EXERCISE DIRECTIONS
Give back every entry exactly; drop the pictures.

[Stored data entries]
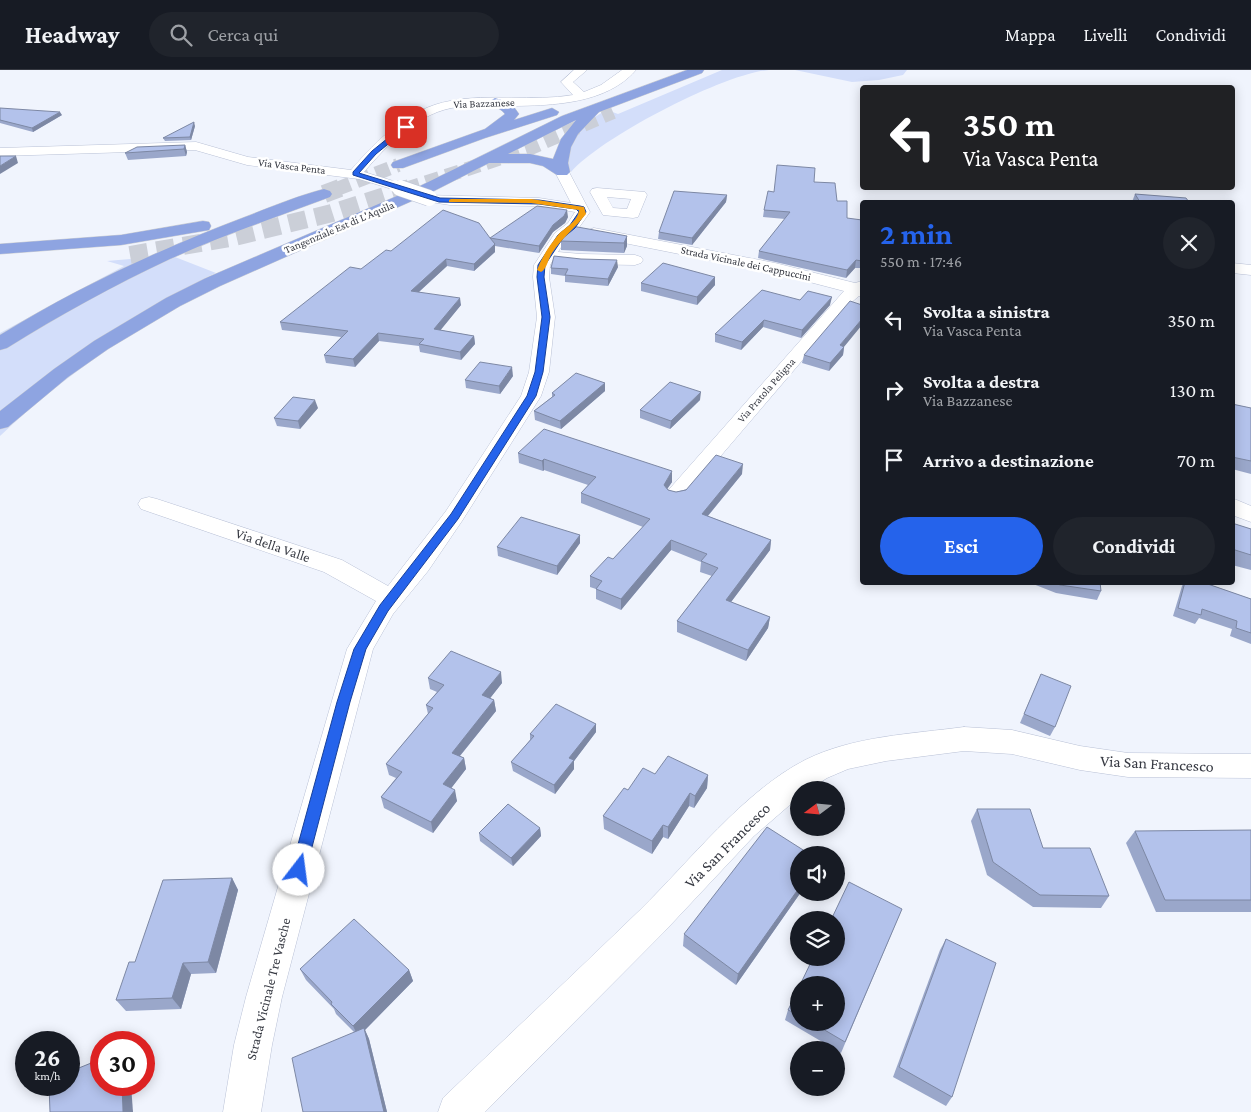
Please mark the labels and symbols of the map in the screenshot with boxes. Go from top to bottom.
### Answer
street label: Via Bazzanese [453,96,515,110]
pin [385,106,427,148]
street label: Via Vasca Penta [258,156,326,176]
street label: Tangenziale Est di L'Aquila [282,198,396,257]
street label: Strada Vicinale dei Cappuccini [680,243,812,284]
street label: Via Pratola Peligna [735,355,798,425]
street label: Via della Valle [234,525,312,565]
street label: Via San Francesco [1100,752,1214,775]
north arrow [790,781,845,836]
street label: Via San Francesco [681,799,774,891]
position arrow [272,843,324,895]
street label: Strada Vicinale Tre Vasche [243,916,293,1062]
speed limit sign: 30 [90,1031,155,1096]

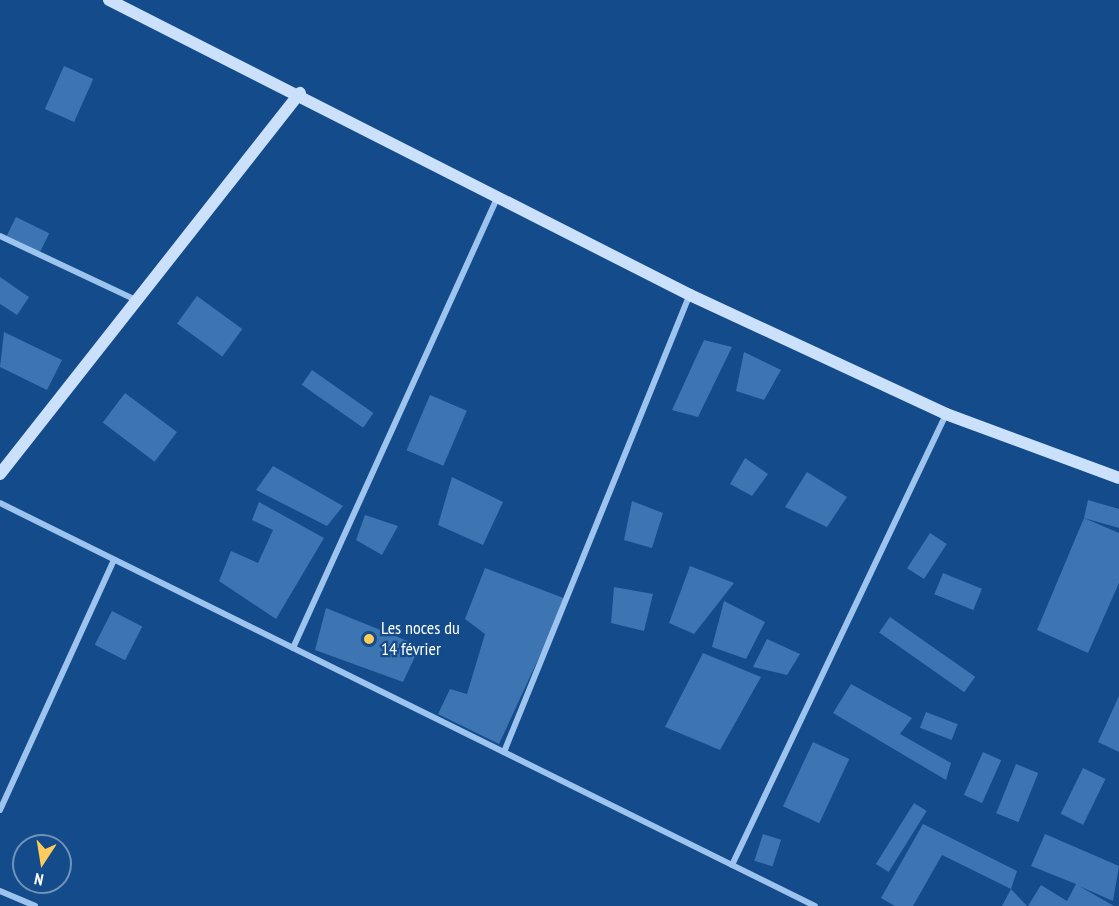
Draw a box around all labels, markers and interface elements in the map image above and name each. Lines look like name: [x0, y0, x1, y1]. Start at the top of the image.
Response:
place label: Les noces du 14 février: [381, 618, 460, 660]
marker: Les noces du 14 février: [362, 632, 376, 646]
north arrow: [12, 834, 72, 894]
text: N: [32, 869, 45, 890]

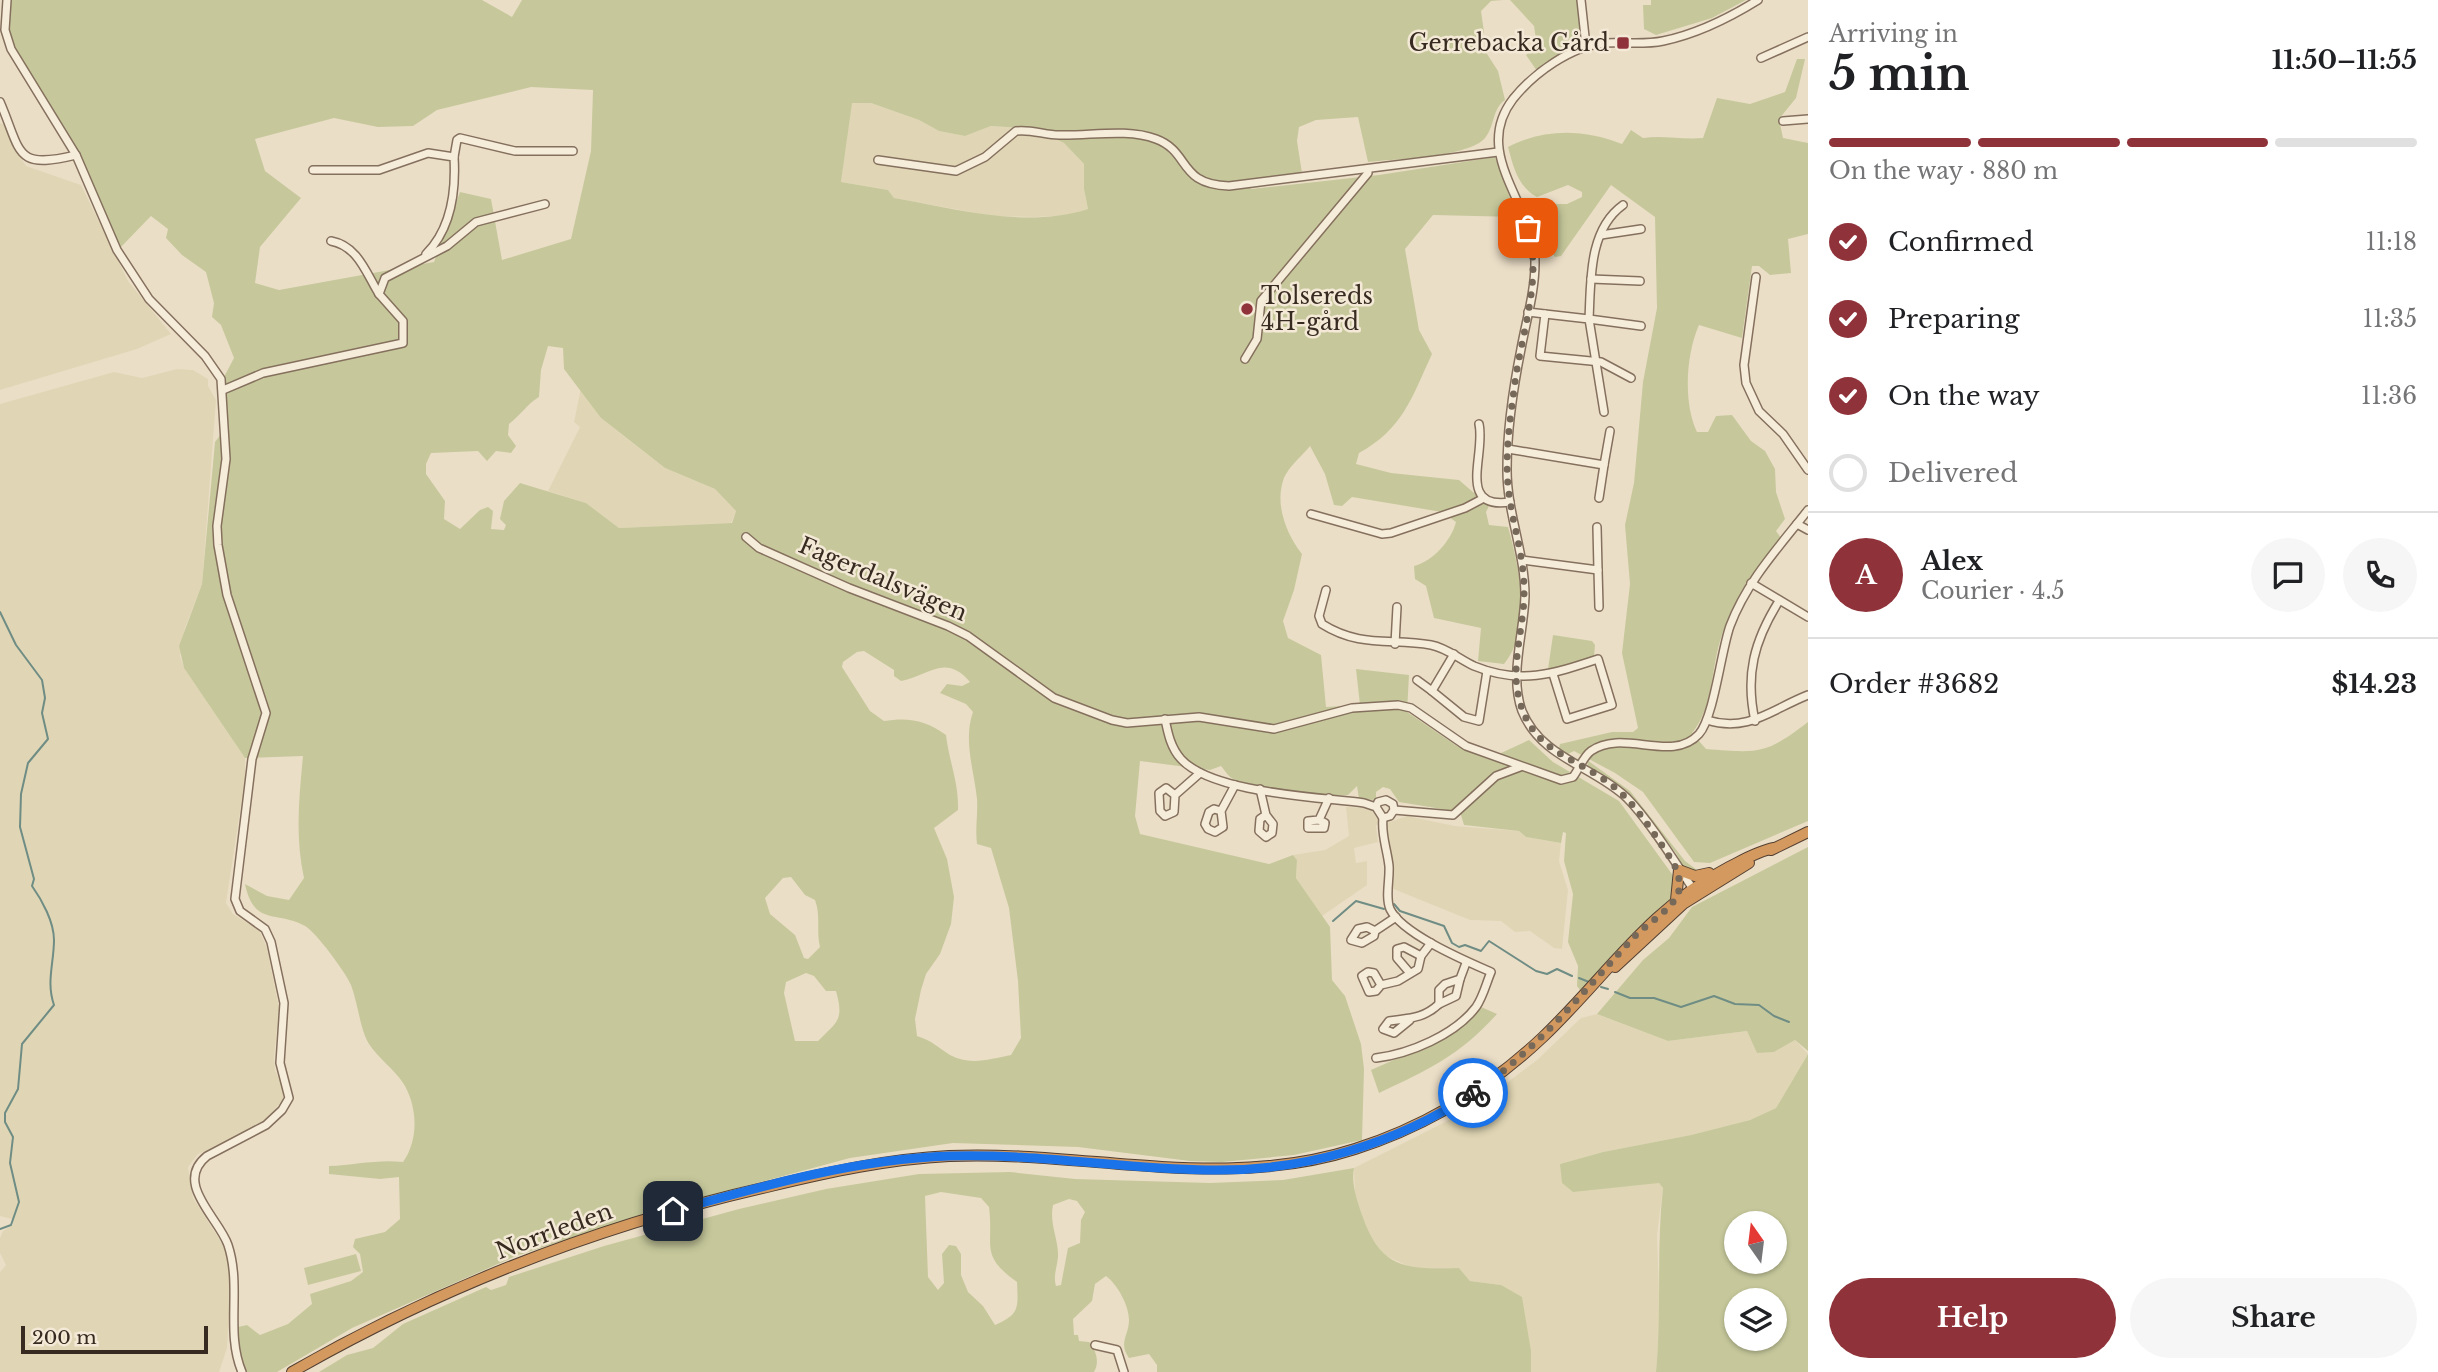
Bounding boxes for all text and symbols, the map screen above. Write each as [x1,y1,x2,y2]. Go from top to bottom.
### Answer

SOLUTION TO THE EXERCISE
Please mark the labels and symbols of the map in the screenshot with boxes. Go from top to bottom.
### Answer
street label: Via Bazzanese [453,96,515,110]
pin [385,106,427,148]
street label: Via Vasca Penta [258,156,326,176]
street label: Tangenziale Est di L'Aquila [282,198,396,257]
street label: Strada Vicinale dei Cappuccini [680,243,812,284]
street label: Via Pratola Peligna [735,355,798,425]
street label: Via della Valle [234,525,312,565]
street label: Via San Francesco [1100,752,1214,775]
north arrow [790,781,845,836]
street label: Via San Francesco [681,799,774,891]
position arrow [272,843,324,895]
street label: Strada Vicinale Tre Vasche [243,916,293,1062]
speed limit sign: 30 [90,1031,155,1096]

Draw a box around all labels, markers and interface elements in the map image above and name each. Lines look like name: [x0, y0, x1, y1]. Start at the top of the image.
Response:
place label: Les noces du 14 février: [381, 618, 460, 660]
marker: Les noces du 14 février: [362, 632, 376, 646]
north arrow: [12, 834, 72, 894]
text: N: [32, 869, 45, 890]

Bounding boxes for all text and symbols, the map screen above. Write each as [x1,y1,x2,y2]. Go from top to bottom.
### Answer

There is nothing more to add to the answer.